I owe my dentist over $1,000. I recently filed for Chapter 13 bankruptcy. I’d like to pay the overdue bill so that I can get more dental services performed. Can I do this? And can I pay for new dental services during my case?
Unless you are paying 100% of your debts through your Chapter 13 plan, you cannot and should not pay your dentist for any pre-petition bills outside of your Chapter 13 plan. Here’s why.
When you filed for Chapter 13 bankruptcy, you included a plan to repay your creditors over three to five years. You were required to include all debts you incurred before you filed (called pre-petition debts), both secured and unsecured, in the Chapter 13 plan. The repayment plan sets forth how much each of your creditors will be repaid. The trustee uses your plan payments to repay your creditors, including your dentist.

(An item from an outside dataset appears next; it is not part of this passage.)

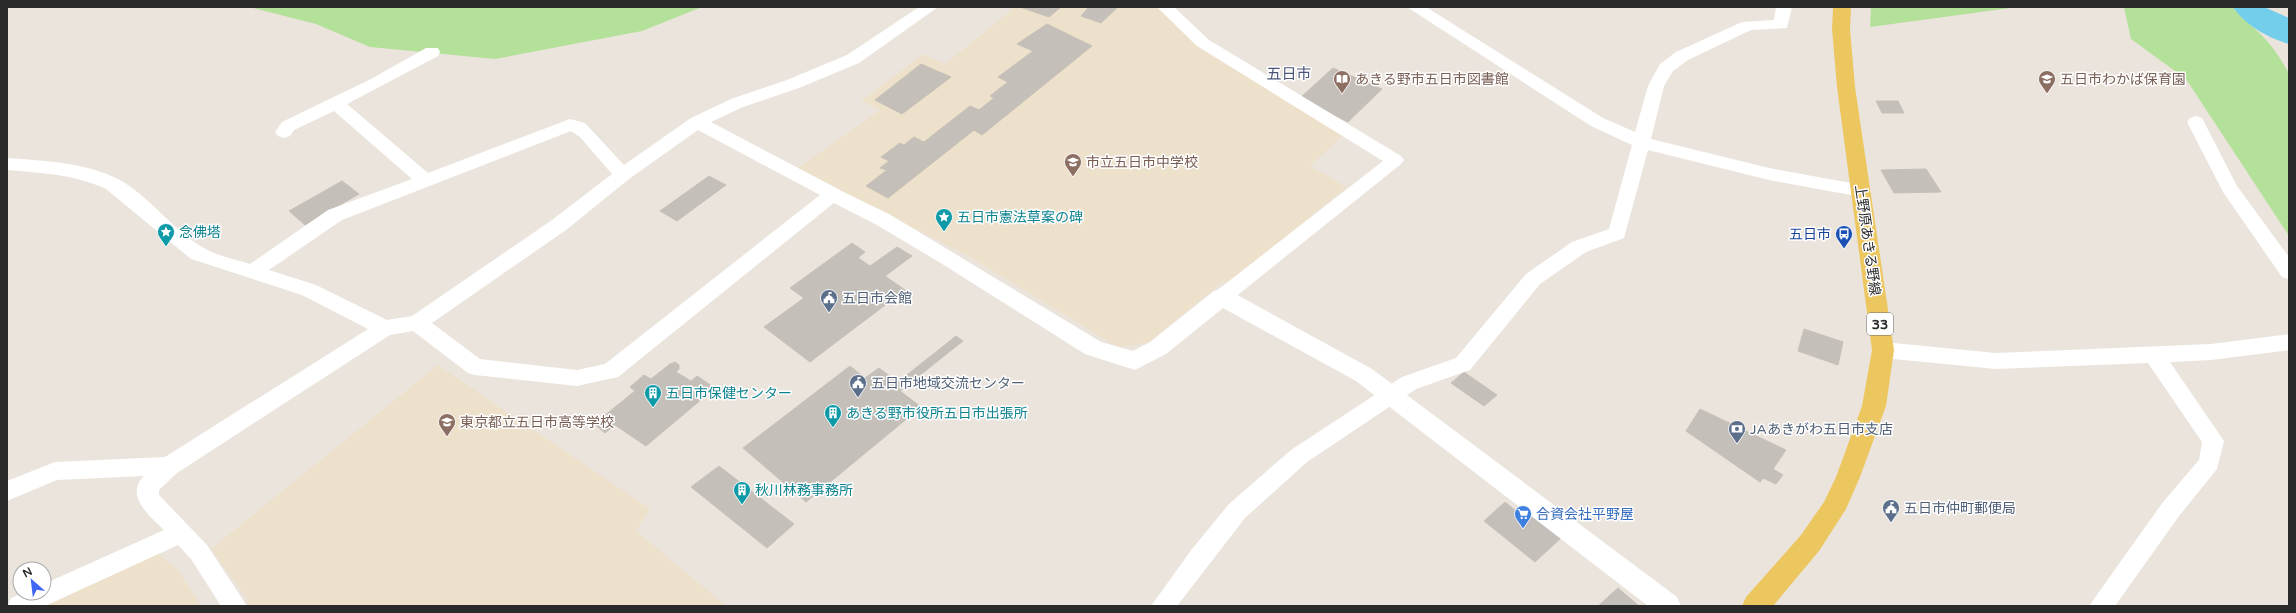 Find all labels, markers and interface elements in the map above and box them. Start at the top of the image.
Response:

Your dentist will still get paid at least a portion of the bill, provided you make all the required plan payments. He will have to file a proof of claim to receive payments. Then, he will be paid the same as your other unsecured creditors. So, if your plan calls for payments on unsecured debt at the rate of 10%, then your dentist will eventually be paid $100 (10% of the $1,000 bill) through your bankruptcy. To learn more about how creditors are paid through your Chapter 13 plan, see The Chapter 13 Repayment Plan.)
In bankruptcy, you cannot treat one unsecured creditor more favorably than other unsecured creditors. If you were to pay the dentist directly (outside of your plan payments), you would be “preferring” him over your other creditors – and this is not allowed.
Your dentist cannot demand or insist that you pay that bill – this is prohibited by bankruptcy’s automatic stay. And if you complete the plan and receive a discharge, the dentist is permanently prohibited from trying to collect that bill from you.
Even though you are not legally obligated to pay your dentist for the services he performed before you filed for bankruptcy, you can offer to pay him voluntarily. However, because you cannot do that until your bankruptcy is over, he may have to wait for three to five years. If he’s willing to wait, however, this could be a good option for you.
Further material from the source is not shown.